Bir dilin hem konuşma hem de yazı olmak üzere iki yönü bulunmaktadır. Esasen her yazı dilinin konuşma dilinden ortaya çıktığını belirtmemiz gerekir. İşte bu konuşma diline dilbiliminde “ağız” denilmektedir. Yeri gelmişken bir hususa da değinmek isteriz çünkü ağız, lehçe ve şive terimleri zaman zaman birbirine karıştırılmaktadır.

Ağız: bir şive içerisindeki söyleyiş farklarına dayanan yöreye özgü konuşma biçimidir (Antalya, Erzurum, Kars, Trabzon vd ağızlar).

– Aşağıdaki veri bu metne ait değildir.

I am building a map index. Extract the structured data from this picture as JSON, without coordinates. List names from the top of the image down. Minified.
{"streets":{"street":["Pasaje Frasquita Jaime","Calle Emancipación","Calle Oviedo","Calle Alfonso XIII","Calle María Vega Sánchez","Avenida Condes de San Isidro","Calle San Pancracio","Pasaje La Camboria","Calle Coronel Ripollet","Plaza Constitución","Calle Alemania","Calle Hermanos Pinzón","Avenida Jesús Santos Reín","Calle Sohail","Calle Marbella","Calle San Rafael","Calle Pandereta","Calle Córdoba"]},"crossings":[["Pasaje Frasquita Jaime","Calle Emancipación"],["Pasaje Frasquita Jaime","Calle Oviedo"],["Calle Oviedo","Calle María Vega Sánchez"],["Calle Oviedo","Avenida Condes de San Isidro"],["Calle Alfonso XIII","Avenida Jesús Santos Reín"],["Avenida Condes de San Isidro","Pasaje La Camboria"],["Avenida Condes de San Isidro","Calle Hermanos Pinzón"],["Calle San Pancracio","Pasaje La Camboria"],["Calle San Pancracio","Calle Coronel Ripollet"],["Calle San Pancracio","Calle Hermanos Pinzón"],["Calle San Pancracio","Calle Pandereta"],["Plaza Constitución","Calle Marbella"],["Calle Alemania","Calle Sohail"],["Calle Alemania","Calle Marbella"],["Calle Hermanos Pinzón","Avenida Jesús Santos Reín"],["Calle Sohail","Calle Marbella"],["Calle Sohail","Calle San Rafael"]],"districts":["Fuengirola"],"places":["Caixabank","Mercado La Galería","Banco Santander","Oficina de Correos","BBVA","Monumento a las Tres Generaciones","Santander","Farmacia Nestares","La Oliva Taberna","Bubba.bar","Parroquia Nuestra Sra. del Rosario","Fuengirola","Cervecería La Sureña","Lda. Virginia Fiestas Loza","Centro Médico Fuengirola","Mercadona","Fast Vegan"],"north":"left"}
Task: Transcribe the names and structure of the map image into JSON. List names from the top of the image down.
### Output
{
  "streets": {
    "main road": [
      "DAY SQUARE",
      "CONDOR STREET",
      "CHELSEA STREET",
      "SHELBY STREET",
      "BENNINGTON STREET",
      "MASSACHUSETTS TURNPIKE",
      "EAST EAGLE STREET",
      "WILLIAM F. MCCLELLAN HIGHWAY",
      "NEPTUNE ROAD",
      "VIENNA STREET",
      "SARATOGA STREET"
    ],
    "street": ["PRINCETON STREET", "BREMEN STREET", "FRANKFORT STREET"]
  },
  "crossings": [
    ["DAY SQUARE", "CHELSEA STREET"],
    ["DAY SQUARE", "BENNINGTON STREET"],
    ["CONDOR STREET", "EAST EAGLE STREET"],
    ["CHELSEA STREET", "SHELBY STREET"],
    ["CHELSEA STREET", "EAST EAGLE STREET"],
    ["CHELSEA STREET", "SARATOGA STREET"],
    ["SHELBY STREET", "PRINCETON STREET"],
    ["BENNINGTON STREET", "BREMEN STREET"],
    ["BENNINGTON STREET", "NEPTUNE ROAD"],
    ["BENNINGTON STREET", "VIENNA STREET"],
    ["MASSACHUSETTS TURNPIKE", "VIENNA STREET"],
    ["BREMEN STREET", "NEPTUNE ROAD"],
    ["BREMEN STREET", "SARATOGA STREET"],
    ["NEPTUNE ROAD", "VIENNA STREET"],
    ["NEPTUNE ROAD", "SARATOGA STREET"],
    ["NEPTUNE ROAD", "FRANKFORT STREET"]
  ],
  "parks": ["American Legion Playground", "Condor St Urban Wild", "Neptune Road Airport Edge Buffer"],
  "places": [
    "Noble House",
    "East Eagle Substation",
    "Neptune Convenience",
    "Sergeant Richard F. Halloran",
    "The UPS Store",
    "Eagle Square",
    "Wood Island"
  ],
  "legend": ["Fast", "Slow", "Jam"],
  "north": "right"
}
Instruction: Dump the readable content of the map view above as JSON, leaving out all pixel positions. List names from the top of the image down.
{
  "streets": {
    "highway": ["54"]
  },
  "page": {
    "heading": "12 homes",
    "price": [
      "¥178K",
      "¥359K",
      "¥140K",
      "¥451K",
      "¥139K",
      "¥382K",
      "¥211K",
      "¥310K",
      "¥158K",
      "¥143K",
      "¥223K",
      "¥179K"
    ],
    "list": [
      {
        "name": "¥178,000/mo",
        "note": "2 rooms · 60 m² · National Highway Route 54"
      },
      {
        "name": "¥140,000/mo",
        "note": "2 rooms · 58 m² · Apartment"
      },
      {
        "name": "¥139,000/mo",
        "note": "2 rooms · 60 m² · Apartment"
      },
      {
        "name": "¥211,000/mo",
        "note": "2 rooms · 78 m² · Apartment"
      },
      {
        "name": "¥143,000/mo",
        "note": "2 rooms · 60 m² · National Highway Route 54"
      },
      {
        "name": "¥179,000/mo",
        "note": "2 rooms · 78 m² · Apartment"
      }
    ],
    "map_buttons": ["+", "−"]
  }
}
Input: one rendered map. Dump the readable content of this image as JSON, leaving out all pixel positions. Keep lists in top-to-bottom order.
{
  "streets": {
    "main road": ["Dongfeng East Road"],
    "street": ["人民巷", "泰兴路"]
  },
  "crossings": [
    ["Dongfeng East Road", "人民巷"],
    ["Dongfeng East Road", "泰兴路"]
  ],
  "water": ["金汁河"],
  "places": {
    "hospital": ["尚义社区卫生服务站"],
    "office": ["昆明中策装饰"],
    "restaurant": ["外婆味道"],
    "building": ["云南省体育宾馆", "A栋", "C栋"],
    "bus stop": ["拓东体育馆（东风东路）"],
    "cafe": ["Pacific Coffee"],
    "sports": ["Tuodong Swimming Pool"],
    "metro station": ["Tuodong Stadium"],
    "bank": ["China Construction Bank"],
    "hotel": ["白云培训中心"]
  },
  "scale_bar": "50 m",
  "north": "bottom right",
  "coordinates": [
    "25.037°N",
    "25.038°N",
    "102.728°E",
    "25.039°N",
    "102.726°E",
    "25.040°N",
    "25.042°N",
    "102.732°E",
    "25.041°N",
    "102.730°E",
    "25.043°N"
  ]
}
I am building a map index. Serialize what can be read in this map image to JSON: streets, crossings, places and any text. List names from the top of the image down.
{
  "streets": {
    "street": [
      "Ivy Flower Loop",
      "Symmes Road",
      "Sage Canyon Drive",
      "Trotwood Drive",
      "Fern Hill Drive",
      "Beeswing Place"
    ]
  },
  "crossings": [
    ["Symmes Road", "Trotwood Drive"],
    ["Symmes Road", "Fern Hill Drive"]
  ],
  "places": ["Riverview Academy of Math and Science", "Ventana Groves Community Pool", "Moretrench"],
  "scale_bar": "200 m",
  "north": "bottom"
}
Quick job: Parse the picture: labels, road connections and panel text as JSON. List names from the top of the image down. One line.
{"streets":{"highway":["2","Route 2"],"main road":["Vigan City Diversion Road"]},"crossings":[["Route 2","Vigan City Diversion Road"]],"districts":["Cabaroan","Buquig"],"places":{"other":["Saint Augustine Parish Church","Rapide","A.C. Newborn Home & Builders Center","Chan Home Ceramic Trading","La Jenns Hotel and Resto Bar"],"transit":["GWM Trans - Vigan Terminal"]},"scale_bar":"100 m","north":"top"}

Şive: Bir dilin bilinen tarihi içinde ayrılmış olup ses ve şekil ayrılıklarına dayanır (Kırgızca, Kazakça, Uygurca vd).

Lehçe: Bir dilin bilinen tarihinden önce, dilin karanlık devrinde kendisinden ayrılmış olup çok büyük ses ve şekil ayrılıkları gösteren kollarına denir (Çuvaşça ve Yakutça).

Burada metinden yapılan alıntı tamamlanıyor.